How to find a modular multiplicative inverse when GCD is not 1

Multiplicative inverses only exist when the gcd is $1$. Let's see why.

Suppose our two numbers $a,b$ have gcd $d > 1$. Our goal is to find a multiplicative inverse for $a \pmod b$, which means we want to find an $x$ so that

$$ax \equiv 1 \pmod b.$$

Translating this out of mod notation means we want an $x$ so that $ax = 1 + by$, for some $y$. Rearranging this gives

$$ax - by = 1.$$

The problem is that $d$ divides both $a$ and $b$, and so $d$ divides the left hand side. This means $d$ must divide the right hand side too, but this is impossible as $d > 1$. So we do not have a multiplicative inverse.

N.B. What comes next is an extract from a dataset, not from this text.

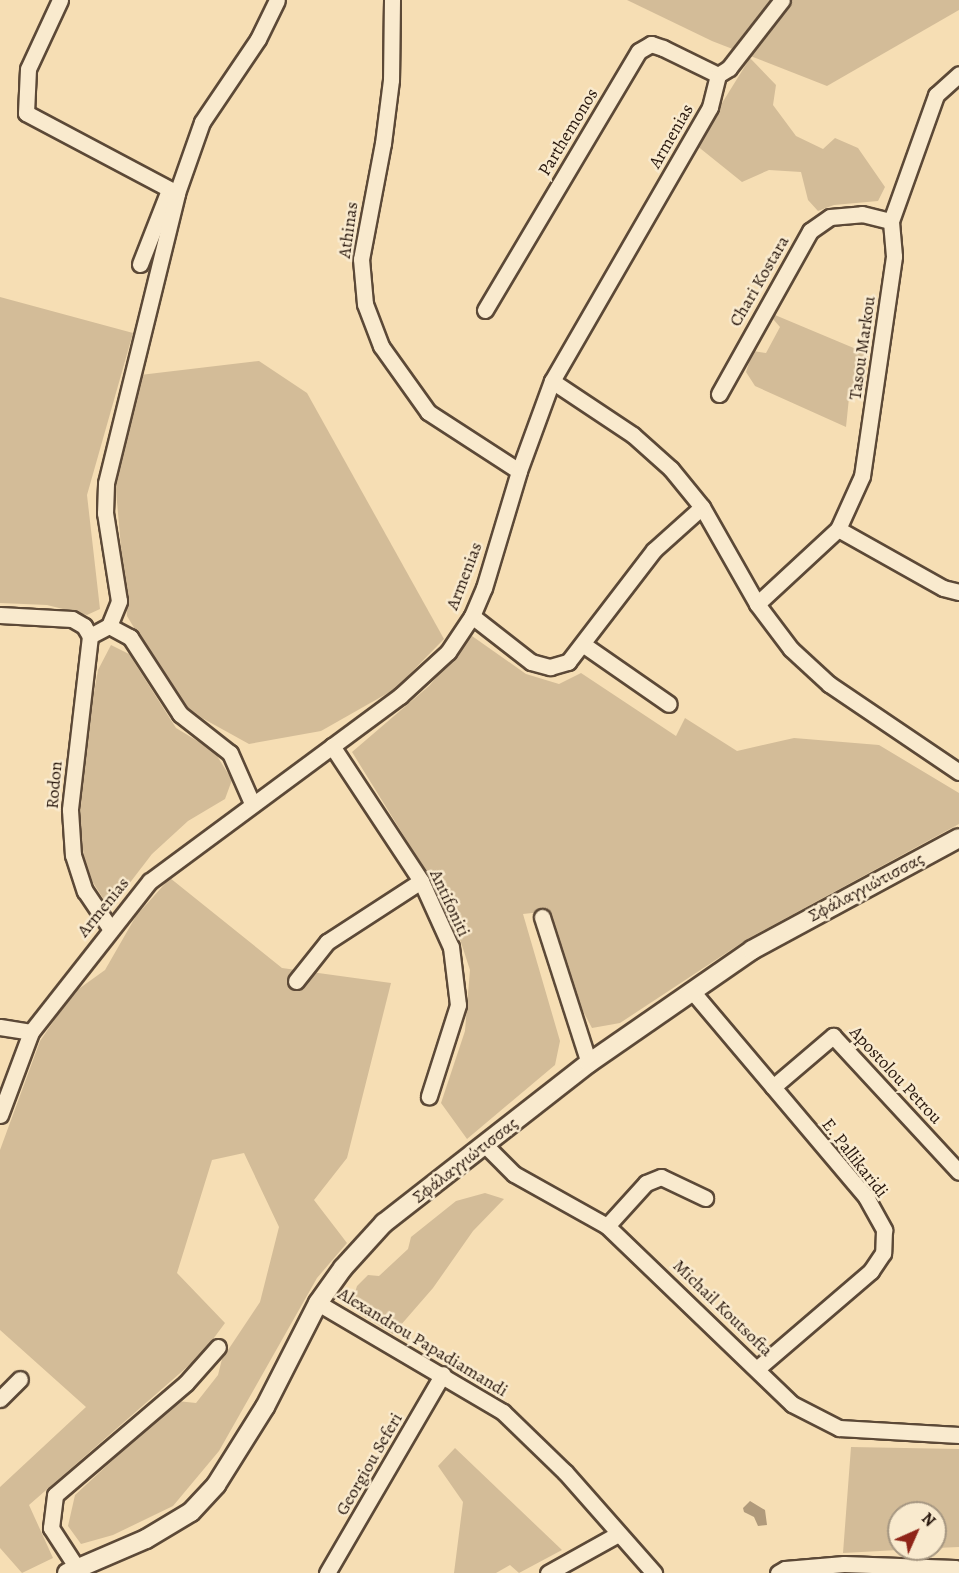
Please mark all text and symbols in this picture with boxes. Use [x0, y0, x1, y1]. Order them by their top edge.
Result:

$gcd(a,b)=1 \iff \exists r,s : ra+sb=1 \iff \exists r: ra \equiv 1 \text{ mod } b \iff a \in (\mathbb Z/b \mathbb Z)^*$ (units of $\mathbb Z/b \mathbb Z$) And as you can see in the second last step the units are the invertible elements of $\mathbb Z/b \mathbb Z$. That means if $gcd(a,b) \neq 1$ then $a$ is not invertible in $\mathbb Z/b \mathbb Z$.

Say there is an inverse to $a$ mod $b$. Call it $x$. Then $ax \equiv 1 \pmod{b}$. This is the same thing as saying $ax + by = 1$ for some $y \in \mathbb{Z}$. But if $a$ and $b$ have a common factor $d$, then cleary $d$ divides $1$. This forces $d = \pm 1$, so the GCD of $a$ and $b$ must be $1$.

Therefore, inverses exist iff $a$ is coprime to $b$.

Wikihow notes in part:

If it isn't already, put the equation in the form ax + by = c.

....

If a, b, and c have a common factor, then simplify the equation by dividing the left and right sides of the equation by that factor. If a and b have a common factor not shared by c, then stop. There are no integer solutions.